What this task involves - From the data below, report how many lines contain the word "song", giving the number and nothing else.

(Data extracted from a collection)
------------------------------------
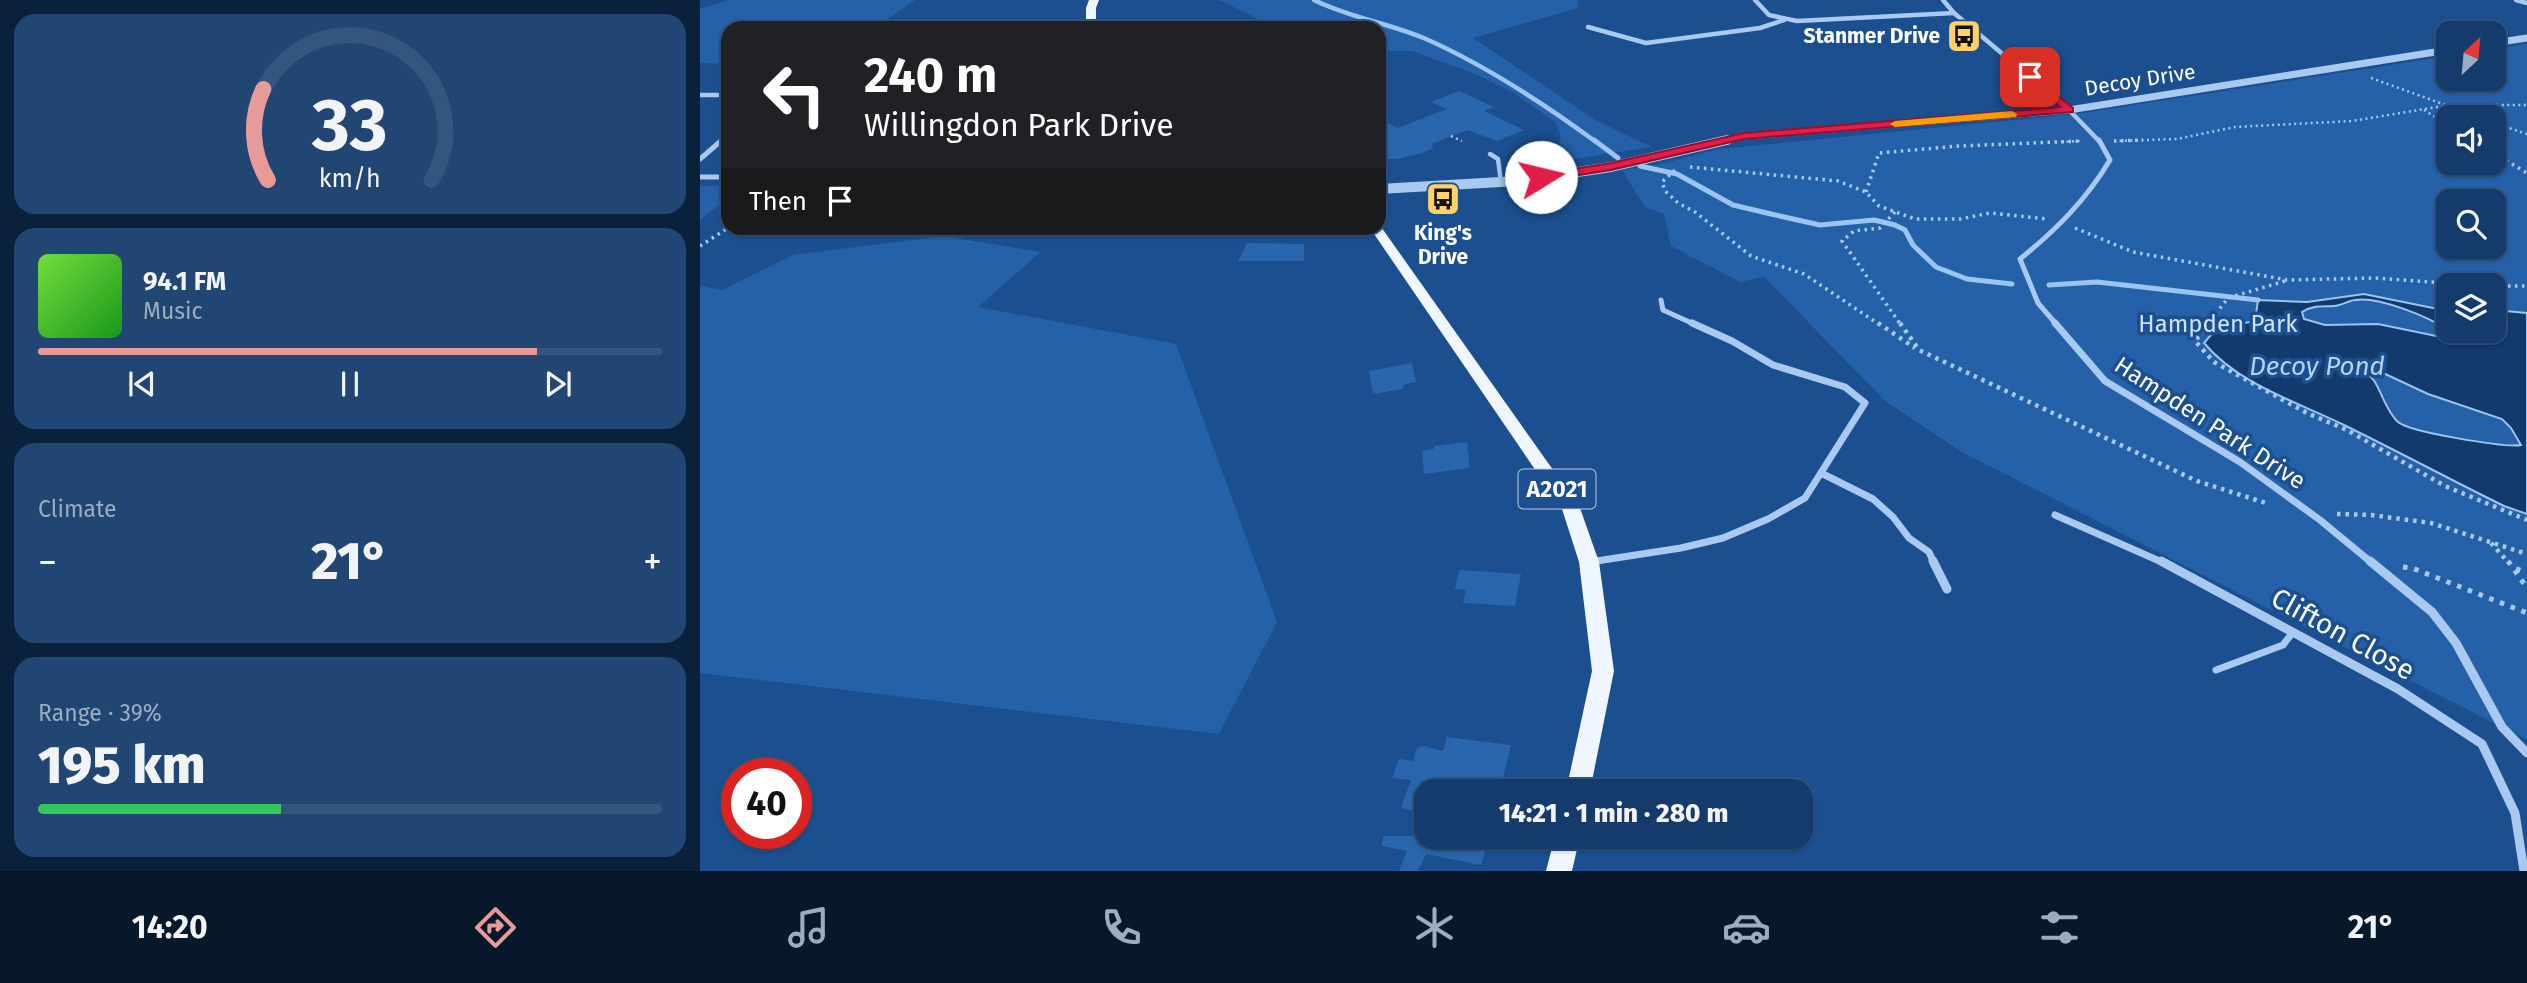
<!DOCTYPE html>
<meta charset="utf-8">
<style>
:root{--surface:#143b6b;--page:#214673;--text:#f1f3f6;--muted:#9dadc1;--line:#33557e;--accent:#e69b98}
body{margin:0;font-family:"Fira Sans",sans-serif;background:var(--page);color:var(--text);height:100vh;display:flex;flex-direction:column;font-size:26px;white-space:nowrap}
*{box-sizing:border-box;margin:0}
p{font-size:23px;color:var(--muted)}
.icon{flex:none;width:38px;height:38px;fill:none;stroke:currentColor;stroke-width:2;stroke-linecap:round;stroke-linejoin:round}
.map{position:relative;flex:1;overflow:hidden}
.panel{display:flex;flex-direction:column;gap:14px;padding:14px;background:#0b203b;width:700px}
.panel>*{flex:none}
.guide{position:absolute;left:21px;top:21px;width:665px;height:214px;border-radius:21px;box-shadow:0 2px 5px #0004,0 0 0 2px var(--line);background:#202124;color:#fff;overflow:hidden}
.needle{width:46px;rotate:26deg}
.buttons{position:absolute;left:1736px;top:21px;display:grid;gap:14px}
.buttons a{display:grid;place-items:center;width:70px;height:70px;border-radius:14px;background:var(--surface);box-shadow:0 2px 5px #0004,0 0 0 2px var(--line);font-size:35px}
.speed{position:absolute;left:21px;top:758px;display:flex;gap:14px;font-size:35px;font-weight:700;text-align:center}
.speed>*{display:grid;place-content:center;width:91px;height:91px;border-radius:50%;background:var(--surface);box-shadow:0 2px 5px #0004,0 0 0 2px var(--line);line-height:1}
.speed .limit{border:10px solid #d22;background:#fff;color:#111}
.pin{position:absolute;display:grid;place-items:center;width:60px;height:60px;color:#fff;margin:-30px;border-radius:14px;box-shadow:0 4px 10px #0006}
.me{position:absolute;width:77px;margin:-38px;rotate:81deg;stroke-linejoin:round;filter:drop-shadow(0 0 5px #0008)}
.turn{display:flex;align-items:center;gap:24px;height:147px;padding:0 28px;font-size:32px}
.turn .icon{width:91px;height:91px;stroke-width:2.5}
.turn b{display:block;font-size:49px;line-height:60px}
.then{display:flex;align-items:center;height:66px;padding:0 28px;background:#0003;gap:14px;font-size:26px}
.big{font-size:52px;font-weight:800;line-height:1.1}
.panel .card{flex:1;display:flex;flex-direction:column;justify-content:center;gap:10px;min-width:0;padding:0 24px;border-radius:21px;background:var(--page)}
.panel .dial{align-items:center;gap:0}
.dial svg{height:182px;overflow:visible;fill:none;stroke:var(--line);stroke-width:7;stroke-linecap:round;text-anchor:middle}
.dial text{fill:var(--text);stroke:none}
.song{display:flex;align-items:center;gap:21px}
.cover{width:84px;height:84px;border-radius:10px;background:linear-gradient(135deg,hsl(100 70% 55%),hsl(120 70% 35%))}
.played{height:7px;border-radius:4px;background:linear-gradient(90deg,var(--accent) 80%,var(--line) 80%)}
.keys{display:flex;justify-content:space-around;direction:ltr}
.heat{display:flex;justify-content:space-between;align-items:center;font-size:38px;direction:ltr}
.charge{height:10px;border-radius:5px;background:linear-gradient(90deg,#34c759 39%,var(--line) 0)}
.trip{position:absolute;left:714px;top:779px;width:399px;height:70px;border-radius:21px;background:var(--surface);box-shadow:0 2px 5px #0004,0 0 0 2px var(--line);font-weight:800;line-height:70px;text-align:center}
.dock{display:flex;height:112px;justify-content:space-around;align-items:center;background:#08182b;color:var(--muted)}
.dock .icon{width:49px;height:49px}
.dock .selected{color:var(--accent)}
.dock b{font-size:32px;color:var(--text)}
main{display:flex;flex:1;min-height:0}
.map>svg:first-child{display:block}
.green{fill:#2461a8;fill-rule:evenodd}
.water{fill:#123a6d;stroke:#9cc4f0;stroke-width:2;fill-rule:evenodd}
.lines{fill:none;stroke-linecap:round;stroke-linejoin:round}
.stream-far1{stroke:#9cc4f0;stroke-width:4.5}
.stream{stroke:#9cc4f0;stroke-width:5}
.building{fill:#2a66ad}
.path-far3{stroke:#a9c9ee;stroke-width:2.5;stroke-dasharray:2 3.5;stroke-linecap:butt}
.path-far2{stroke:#a9c9ee;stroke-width:3.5;stroke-dasharray:2.5 4.5;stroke-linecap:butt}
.path-far1{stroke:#a9c9ee;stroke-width:4.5;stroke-dasharray:3.5 5;stroke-linecap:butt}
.path{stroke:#a9c9ee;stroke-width:5;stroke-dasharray:4.5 7;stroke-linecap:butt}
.service-far1{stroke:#a9c9ee;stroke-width:4.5}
.service{stroke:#a9c9ee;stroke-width:7}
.minor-far3{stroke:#a9c9ee;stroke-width:4.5}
.minor-far2{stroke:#a9c9ee;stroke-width:5}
.minor-far1{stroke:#a9c9ee;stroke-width:7}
.minor{stroke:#a9c9ee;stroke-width:9}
.tertiary-far1{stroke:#a9c9ee;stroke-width:7}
.tertiary{stroke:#a9c9ee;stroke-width:10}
.primary{fill:#f0f6ff;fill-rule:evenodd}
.route{fill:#e11d48;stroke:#92132f;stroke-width:2}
.slow{fill:#f59e0b}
.labels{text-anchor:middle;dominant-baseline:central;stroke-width:7;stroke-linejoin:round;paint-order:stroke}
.far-poi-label{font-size:21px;font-weight:bold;fill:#fff;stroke:#1b4f8f;text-anchor:end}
.far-street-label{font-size:21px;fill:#fff;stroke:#1b4f8f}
.shield{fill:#1b4f8f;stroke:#bbcadd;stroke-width:2}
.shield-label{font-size:23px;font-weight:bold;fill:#fff}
.park-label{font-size:24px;fill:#cfe3fa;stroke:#1b4f8f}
.street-label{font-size:24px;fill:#fff;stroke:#1b4f8f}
.water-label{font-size:26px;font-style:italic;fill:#b5d3f5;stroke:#1b4f8f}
.near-street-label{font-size:28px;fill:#fff;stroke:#1b4f8f}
</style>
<main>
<section class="panel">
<div class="card dial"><svg viewBox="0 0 100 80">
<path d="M14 69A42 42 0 1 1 86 69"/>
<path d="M14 69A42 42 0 0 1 12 29" stroke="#e69b98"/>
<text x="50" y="56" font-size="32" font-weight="700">33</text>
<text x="50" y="72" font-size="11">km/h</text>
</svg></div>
<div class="card">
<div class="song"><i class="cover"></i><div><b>94.1 FM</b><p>Music</p></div></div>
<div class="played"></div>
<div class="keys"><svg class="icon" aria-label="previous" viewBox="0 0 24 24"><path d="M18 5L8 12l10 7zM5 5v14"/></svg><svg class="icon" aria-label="pause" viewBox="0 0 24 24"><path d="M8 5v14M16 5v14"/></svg><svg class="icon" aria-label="next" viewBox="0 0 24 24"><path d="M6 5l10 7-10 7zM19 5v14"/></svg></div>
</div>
<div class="card"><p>Climate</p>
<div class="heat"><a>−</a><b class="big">21°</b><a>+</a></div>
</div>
<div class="card"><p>Range · 39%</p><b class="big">195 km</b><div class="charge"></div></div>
</section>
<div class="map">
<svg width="1827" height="871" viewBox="0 0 1827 871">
<rect width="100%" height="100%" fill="#1b4f8f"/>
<g class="green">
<polygon points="28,0 215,0 175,28 28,28 28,64 0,63 0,9"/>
<polygon points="519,0 877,0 878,8 773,38 895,120 952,147 854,162 861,136 855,122 813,92 773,73 712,51 679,51 679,28 576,28"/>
<path d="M 1827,44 L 1827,740 L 1260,451 L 1185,401 L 1064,277 L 1040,282 L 971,246 L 964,214 L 945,207 L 922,170 L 957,165 L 1019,149 L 1376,114 L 1748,56 L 1748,79 L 1794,79 L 1794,49 ZM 1748,117 L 1794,117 L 1794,163 L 1748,163 ZM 1748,201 L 1794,201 L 1794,247 L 1748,247 ZM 1748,285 L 1794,285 L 1794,331 L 1748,331 Z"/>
<polygon points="28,185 28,198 0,220 0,186"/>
<polygon points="244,236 341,252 278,307 476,344 577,622 519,734 0,673 0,286 22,290 93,255"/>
</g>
<path class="water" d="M 1664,294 L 1748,311 L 1748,330 C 1729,317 1678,296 1655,300 C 1647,301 1641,306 1634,306 C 1622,307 1613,305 1602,312 L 1604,319 L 1625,325 L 1678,324 L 1741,337 L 1749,331 L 1794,331 L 1794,310 L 1827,313 L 1827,514 L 1804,506 C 1751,480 1699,452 1646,426 C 1598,402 1539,385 1504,343 L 1516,329 L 1555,321 L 1558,300 L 1607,302 ZM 1666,365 L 1728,394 L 1802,419 L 1811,428 L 1821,445 C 1806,448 1709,432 1698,422 C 1687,412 1683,396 1676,384 C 1673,377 1666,374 1661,368 Z"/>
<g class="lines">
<path class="stream-far1" d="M 614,0 C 650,18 689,23 726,39 C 787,66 843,103 896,142"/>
<g class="stream">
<polyline points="894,140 918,158"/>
<polyline points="940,166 977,174 1033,205 1071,214 1120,225 1174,220 1195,225 1205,230 1213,245 1236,267 1267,279 1312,284"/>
<polyline points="1349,285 1397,282 1558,300"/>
</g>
</g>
<g class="building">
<polygon points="759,91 794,107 784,111 824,130 797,141 767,130 732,144 733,148 722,153 697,159 679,159 679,119 698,128 747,109 731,102"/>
<polygon points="547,243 604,244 604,261 538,261"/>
<polygon points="712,363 716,382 703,385 703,389 673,394 669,371"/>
<polygon points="767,442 770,468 724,474 722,451 734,449 734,446"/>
<polygon points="759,570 821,574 815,606 763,603 766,590 755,589"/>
<polygon points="747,737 811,745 800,791 726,783 726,814 701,808 711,780 692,778 699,759 713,761 717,748 724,746 743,751"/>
<polygon points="683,836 790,836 781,865 726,854 718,871 699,871 707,851 682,846"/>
</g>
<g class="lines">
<g class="path-far3">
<polyline points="1671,78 1779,117"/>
<polyline points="1724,110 1748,125"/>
<polyline points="1794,123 1827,134"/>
<polyline points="751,136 762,141"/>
<polyline points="1414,141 1477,139 1535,127 1652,121 1749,105 1827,105"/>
<polyline points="1361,142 1381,141"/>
</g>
<g class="path-far2">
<polyline points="1414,141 1443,140"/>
<polyline points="1794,153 1827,173"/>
<polyline points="990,167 1138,181 1166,192 1179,206 1215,219 1260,219 1290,213 1347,219"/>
<polyline points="975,170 962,182 965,191 978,203 995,212 1051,256 1104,274 1180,325"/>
<polyline points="1166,192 1179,153 1259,146 1381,141"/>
<polyline points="1195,212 1180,228 1154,231 1142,241 1201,325"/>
<polyline points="1375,228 1433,252 1587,280 1676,278 1773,285"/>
<polyline points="0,246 28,228"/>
<polyline points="1794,286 1827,286"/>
<polyline points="1507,325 1528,298 1585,281"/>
</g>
<g class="path-far1">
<polyline points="1178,323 1215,348"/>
<polyline points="1200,323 1219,350 1497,481 1569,504"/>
<polyline points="1509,323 1495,341 1514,362 1607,413 1647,430 1745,486 1827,520"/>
<polyline points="1637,514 1671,515 1731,523 1827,554"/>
<polyline points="1791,543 1809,563"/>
</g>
<g class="path">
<polyline points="1808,561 1827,588"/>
<polyline points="1703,567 1712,568 1827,613"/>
<polyline points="1816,569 1827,572"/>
</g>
<g class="service-far1">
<polyline points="790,154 798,159 801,182"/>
<polyline points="353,232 357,228"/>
</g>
<polyline class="service" points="1516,670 1583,645 1593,632"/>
<g class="minor-far3">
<polyline points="1055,0 1069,15 1097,21 1254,13"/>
<polyline points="1243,0 1254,13 1369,110 1400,142"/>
<polyline points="1816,0 1827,3"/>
<polyline points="888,27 946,43 1060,28 1084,20"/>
<polyline points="0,95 28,95"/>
<polyline points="20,142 28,135"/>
</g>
<g class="minor-far2">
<polyline points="0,159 22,140"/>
<polyline points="0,177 28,177"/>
<polyline points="961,300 963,310 996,325"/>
<path d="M 1357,325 L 1338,303 L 1320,259 C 1356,230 1386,200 1410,160 L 1399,140"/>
</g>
<g class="minor-far1">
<polyline points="1355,323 1405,381 1540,462 1620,520 1672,563"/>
<polyline points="1121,473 1173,499 1193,517 1209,538 1229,552 1234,563"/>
<polyline points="1355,515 1464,563"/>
<polyline points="890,562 981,548 1023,538 1068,519 1105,498 1165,403 1145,387 1073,365 1032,341 992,323"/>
</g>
<g class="minor">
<polyline points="1233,561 1247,589"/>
<polyline points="1461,561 1698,689 1782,744 1815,813 1824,871"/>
<polyline points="1670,561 1732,612 1756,643 1802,727 1827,753"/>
<polyline points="890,562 896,561"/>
</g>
<g class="tertiary-far1">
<polyline points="1794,43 1827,38"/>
<polyline points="1019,142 1044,136 1369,110 1748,50"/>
</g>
<polyline class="tertiary" points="679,189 818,181 911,167 1027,140"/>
<g class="primary">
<polygon points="389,0 399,0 396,8 396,28 386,28 386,8"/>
<polygon points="679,224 880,508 899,562 914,671 890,791 866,791 892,671 879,562 862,509 670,228 679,228"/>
<polygon points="855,836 880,836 872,871 846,871"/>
</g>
</g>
<polygon class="route" points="1330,74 1373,108 1373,112 1044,139 911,170 841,181 836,177 841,174 911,163 1044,133 1360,107 1327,79 1325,77"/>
<polygon class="slow" points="1312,111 1317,114 1316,117 1195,127 1190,124 1195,121"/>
<defs>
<g id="bus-square" transform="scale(1.75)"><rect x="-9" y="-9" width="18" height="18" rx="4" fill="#ffd166" stroke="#1b4f8f"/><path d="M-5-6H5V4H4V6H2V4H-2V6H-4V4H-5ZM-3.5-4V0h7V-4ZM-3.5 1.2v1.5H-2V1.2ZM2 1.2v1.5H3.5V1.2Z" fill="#111"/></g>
</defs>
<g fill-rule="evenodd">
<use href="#bus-square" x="1264" y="36"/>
<use href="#bus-square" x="743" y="199"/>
</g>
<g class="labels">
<g class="far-poi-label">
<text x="1240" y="36">Stanmer Drive</text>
<text x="743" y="233" text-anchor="middle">King's<tspan x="743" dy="24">Drive</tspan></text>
</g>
<g class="far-street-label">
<text transform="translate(1440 80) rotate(-9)">Decoy Drive</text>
</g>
<rect class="shield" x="818.5" y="469.5" width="77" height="39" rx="5"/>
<g class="shield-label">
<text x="857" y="489">A2021</text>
</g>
<g class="park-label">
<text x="1518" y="324">Hampden Park</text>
</g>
<g class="street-label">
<text transform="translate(1510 423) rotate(33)">Hampden Park Drive</text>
</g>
<g class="water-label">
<text x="1617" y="366">Decoy Pond</text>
</g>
<g class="near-street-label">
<text transform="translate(1643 634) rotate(29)">Clifton Close</text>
</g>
</g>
</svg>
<div class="buttons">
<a><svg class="needle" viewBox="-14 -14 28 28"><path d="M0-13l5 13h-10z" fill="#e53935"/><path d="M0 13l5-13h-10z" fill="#9dadc1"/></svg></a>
<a><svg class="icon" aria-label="sound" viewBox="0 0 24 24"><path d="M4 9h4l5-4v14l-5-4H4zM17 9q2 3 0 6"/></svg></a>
<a><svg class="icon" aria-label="search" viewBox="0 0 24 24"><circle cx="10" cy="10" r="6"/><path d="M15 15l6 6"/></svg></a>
<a><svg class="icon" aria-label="layers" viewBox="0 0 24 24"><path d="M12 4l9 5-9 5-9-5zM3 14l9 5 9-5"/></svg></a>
</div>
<div class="speed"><div class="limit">40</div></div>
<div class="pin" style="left:1330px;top:77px;background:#d93025"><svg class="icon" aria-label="arrive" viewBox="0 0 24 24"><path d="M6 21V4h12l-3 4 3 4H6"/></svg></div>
<svg class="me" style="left:841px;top:177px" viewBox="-20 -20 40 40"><circle r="19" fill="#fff"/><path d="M0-13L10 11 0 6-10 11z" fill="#e11d48"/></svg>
<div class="trip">14:21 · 1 min · 280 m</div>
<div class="guide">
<div class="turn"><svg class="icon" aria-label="left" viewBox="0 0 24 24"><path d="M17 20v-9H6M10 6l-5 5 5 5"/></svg><div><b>240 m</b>Willingdon Park Drive</div></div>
<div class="then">Then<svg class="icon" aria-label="arrive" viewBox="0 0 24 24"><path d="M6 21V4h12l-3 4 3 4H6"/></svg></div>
</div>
</div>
</main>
<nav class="dock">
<b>14:20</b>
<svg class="icon selected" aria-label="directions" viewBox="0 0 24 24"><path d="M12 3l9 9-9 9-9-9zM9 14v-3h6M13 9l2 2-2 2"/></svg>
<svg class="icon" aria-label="music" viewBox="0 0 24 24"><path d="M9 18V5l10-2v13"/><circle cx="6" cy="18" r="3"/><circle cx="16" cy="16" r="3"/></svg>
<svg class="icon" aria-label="phone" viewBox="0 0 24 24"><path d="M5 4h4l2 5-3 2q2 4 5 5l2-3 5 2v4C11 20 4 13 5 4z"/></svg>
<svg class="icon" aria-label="climate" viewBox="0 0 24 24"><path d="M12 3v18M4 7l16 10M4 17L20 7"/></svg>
<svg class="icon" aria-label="car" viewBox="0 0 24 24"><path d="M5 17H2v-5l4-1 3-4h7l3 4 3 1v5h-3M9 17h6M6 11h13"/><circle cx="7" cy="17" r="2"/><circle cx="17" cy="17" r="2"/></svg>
<svg class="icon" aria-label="filters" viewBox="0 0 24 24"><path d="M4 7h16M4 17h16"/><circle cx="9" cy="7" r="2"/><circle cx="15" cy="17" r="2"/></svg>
<b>21°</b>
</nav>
------------------------------------
Expected answer - 2